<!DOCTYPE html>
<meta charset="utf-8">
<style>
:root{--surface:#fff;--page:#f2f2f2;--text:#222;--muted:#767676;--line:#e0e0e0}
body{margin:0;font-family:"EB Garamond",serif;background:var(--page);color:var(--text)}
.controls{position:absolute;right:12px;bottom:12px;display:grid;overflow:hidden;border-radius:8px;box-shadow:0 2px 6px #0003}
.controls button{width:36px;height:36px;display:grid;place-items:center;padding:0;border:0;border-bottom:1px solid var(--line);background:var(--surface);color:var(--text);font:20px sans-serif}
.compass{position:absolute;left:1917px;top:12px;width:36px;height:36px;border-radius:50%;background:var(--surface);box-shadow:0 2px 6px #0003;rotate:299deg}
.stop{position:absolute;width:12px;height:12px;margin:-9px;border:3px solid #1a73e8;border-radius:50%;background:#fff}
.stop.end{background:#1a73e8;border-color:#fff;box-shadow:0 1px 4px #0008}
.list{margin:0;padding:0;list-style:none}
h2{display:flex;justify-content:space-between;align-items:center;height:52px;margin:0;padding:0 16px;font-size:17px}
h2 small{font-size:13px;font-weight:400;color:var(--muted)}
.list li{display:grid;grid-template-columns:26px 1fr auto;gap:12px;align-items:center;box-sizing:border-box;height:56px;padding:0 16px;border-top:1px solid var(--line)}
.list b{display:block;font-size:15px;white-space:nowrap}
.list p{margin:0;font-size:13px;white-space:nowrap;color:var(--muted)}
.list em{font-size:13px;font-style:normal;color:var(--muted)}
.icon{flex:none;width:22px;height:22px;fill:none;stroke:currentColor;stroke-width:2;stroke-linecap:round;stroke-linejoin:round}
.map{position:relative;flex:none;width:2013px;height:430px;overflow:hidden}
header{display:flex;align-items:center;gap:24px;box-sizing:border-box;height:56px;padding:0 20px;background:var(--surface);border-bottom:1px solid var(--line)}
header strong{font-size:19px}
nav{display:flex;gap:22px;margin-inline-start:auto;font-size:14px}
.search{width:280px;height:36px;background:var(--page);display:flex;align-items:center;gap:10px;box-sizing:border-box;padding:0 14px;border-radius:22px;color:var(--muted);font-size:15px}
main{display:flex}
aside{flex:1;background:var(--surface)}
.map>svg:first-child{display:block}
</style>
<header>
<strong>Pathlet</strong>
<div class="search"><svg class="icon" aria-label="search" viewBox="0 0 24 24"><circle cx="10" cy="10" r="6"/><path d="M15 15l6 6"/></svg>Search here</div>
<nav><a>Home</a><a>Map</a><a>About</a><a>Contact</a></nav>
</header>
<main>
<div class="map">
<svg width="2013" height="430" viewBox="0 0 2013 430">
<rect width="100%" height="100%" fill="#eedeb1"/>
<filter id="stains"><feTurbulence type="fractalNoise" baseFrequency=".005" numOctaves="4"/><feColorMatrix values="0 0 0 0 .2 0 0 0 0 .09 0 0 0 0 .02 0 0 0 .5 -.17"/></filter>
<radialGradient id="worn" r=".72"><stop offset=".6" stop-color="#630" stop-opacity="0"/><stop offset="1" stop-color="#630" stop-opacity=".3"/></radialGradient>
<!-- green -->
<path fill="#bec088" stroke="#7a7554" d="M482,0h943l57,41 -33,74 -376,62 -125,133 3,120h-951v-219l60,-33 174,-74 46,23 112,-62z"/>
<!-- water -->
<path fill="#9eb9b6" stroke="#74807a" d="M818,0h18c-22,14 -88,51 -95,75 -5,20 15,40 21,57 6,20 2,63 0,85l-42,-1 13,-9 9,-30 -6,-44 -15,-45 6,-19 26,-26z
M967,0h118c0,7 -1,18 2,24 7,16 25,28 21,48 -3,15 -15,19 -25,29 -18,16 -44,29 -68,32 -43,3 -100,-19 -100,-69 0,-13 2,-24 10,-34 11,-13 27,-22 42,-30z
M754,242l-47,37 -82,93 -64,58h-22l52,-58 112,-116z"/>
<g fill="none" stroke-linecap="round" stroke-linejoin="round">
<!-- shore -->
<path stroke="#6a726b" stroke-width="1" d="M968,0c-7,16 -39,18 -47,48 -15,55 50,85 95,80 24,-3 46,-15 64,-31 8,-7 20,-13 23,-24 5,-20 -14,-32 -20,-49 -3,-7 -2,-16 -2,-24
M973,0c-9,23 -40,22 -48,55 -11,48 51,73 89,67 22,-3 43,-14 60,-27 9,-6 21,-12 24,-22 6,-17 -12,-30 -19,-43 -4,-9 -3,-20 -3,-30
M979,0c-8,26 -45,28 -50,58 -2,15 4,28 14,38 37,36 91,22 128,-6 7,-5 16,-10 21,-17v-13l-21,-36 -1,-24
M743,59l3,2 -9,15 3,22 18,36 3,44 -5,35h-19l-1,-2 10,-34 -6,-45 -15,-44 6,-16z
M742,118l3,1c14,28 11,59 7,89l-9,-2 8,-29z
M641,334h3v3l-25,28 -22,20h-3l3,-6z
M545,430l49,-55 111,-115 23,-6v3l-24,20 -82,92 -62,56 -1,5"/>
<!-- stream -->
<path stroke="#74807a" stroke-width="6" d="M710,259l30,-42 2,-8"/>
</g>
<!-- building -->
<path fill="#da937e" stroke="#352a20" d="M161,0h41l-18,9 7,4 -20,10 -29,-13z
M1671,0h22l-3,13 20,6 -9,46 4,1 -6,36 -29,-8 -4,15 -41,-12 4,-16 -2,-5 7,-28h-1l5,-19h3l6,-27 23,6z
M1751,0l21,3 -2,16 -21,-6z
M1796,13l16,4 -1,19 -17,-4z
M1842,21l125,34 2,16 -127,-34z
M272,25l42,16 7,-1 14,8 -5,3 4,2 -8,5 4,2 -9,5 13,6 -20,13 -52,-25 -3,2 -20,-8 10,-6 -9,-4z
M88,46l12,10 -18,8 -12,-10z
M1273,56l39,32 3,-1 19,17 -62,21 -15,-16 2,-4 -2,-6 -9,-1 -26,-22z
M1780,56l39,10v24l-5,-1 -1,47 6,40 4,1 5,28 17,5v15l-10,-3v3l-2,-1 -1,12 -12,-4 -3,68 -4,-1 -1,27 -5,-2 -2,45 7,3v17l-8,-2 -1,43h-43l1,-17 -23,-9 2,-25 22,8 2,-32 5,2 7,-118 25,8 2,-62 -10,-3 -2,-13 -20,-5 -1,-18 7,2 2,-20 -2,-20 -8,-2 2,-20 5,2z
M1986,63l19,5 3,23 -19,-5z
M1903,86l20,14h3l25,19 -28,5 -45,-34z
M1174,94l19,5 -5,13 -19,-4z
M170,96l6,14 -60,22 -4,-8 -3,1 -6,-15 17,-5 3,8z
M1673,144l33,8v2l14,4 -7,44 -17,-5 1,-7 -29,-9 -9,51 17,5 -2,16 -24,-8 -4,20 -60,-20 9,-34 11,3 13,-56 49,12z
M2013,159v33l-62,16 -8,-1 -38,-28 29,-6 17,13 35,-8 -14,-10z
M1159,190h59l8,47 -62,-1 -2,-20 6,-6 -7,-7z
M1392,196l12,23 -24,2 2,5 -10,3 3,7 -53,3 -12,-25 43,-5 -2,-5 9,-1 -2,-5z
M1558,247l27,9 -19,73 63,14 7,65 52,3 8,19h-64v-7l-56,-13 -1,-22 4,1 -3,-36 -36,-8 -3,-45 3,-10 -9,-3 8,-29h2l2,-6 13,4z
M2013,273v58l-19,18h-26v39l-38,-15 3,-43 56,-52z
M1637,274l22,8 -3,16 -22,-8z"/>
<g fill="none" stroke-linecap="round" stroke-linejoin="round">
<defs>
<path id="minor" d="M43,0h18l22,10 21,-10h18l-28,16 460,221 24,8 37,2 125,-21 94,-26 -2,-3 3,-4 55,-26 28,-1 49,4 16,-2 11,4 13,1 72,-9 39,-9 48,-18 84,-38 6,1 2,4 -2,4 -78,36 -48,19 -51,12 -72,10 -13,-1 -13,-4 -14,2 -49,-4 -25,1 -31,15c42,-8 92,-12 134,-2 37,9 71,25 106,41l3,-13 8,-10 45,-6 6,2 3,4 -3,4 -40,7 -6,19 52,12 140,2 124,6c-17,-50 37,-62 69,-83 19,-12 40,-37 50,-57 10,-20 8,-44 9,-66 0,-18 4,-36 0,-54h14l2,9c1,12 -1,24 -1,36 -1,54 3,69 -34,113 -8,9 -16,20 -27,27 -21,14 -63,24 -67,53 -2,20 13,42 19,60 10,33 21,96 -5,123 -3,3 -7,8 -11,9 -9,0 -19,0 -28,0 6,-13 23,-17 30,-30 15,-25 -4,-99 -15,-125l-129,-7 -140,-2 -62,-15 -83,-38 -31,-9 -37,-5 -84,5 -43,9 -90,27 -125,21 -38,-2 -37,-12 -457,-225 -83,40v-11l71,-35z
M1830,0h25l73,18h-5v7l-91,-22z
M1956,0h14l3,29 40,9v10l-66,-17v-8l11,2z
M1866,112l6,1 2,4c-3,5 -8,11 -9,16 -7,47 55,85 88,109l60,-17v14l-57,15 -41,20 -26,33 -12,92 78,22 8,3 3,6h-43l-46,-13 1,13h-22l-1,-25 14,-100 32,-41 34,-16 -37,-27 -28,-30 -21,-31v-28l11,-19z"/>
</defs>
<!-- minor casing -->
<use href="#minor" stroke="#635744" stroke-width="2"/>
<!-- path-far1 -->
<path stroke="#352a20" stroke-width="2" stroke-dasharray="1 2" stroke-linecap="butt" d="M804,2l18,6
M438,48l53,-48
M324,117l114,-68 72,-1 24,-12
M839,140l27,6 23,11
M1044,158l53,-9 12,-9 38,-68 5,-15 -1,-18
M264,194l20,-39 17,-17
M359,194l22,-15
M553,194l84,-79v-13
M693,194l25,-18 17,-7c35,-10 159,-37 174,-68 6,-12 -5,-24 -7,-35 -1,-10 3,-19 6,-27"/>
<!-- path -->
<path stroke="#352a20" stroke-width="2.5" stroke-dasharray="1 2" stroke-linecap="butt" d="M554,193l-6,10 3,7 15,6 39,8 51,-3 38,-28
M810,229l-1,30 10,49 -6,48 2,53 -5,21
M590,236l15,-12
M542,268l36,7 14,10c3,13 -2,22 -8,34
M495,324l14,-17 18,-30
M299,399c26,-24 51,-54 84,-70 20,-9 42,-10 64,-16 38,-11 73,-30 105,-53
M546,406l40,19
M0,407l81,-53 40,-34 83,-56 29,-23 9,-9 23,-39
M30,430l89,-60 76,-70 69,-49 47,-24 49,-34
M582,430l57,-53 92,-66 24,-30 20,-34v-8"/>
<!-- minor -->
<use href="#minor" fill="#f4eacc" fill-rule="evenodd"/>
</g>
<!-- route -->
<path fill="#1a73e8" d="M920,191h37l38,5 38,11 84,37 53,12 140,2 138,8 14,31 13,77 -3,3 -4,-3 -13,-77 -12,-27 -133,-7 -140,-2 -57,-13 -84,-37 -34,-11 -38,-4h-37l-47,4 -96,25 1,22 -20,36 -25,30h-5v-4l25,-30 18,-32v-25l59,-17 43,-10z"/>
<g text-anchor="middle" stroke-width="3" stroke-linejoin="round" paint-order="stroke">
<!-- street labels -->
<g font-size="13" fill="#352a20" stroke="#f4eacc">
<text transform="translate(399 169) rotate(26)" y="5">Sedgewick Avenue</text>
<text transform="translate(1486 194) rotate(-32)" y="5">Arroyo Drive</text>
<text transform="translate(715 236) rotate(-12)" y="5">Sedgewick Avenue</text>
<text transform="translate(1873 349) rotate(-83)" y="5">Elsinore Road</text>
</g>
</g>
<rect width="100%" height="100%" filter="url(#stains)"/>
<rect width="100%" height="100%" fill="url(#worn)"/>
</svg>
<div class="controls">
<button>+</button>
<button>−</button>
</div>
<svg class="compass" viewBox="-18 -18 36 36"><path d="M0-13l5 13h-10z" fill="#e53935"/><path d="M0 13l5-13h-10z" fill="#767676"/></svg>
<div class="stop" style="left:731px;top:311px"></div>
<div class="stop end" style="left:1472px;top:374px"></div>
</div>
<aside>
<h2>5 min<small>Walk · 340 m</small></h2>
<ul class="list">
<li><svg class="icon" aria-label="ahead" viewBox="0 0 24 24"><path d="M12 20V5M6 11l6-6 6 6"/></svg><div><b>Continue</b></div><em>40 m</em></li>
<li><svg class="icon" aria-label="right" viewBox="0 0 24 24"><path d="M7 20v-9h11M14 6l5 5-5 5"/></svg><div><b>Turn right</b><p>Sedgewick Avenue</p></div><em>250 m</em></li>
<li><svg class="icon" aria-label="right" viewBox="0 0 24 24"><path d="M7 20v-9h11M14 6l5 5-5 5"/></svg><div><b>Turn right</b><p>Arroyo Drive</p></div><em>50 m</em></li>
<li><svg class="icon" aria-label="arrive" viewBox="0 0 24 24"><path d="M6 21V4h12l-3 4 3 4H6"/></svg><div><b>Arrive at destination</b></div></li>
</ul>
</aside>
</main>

***

- [Exercise goal]: Copy out, from the material above, each line where the word "position" is present.

- [Task output]:
.controls{position:absolute;right:12px;bottom:12px;display:grid;overflow:hidden;border-radius:8px;box-shadow:0 2px 6px #0003}
.compass{position:absolute;left:1917px;top:12px;width:36px;height:36px;border-radius:50%;background:var(--surface);box-shadow:0 2px 6px #0003;rotate:299deg}
.stop{position:absolute;width:12px;height:12px;margin:-9px;border:3px solid #1a73e8;border-radius:50%;background:#fff}
.map{position:relative;flex:none;width:2013px;height:430px;overflow:hidden}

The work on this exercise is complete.